BRIEF:
Your answer should repeat the entries in full, exactly as given, with no pictures.

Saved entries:

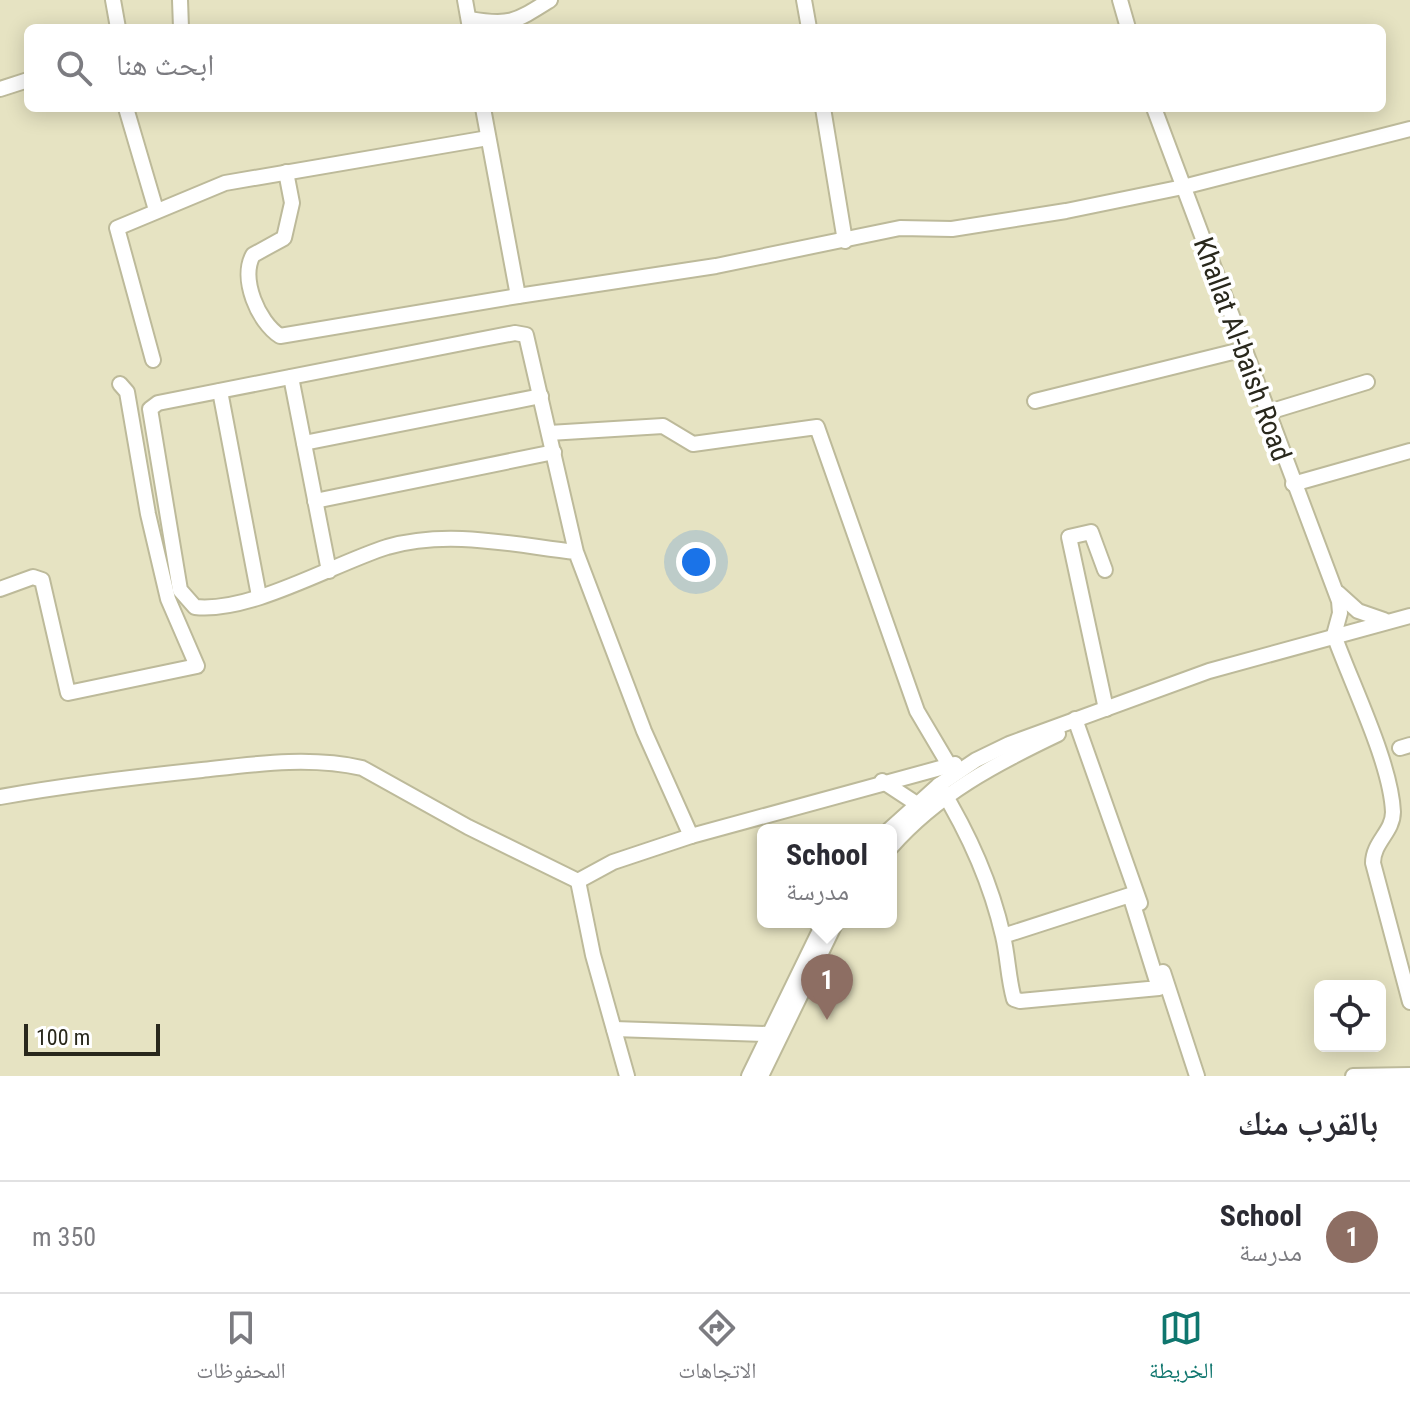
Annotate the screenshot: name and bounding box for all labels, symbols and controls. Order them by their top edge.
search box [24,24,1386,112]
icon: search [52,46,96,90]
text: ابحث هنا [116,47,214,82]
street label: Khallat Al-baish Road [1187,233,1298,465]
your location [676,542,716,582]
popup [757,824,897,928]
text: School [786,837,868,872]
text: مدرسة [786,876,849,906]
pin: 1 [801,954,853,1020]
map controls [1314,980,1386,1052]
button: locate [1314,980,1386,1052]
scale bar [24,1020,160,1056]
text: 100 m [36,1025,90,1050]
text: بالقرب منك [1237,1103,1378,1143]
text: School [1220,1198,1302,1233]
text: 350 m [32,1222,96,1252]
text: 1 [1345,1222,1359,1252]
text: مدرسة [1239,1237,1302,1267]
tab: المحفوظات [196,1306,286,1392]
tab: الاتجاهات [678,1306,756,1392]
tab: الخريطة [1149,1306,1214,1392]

SOLUTION FOR THIS TASK:
Annotate the screenshot: name and bounding box for all labels, symbols and controls. Order them by their top edge.
search box [24,24,1386,112]
icon: search [52,46,96,90]
text: ابحث هنا [116,47,214,82]
street label: Khallat Al-baish Road [1187,233,1298,465]
your location [676,542,716,582]
popup [757,824,897,928]
text: School [786,837,868,872]
text: مدرسة [786,876,849,906]
pin: 1 [801,954,853,1020]
map controls [1314,980,1386,1052]
button: locate [1314,980,1386,1052]
scale bar [24,1020,160,1056]
text: 100 m [36,1025,90,1050]
text: بالقرب منك [1237,1103,1378,1143]
text: School [1220,1198,1302,1233]
text: 350 m [32,1222,96,1252]
text: 1 [1345,1222,1359,1252]
text: مدرسة [1239,1237,1302,1267]
tab: المحفوظات [196,1306,286,1392]
tab: الاتجاهات [678,1306,756,1392]
tab: الخريطة [1149,1306,1214,1392]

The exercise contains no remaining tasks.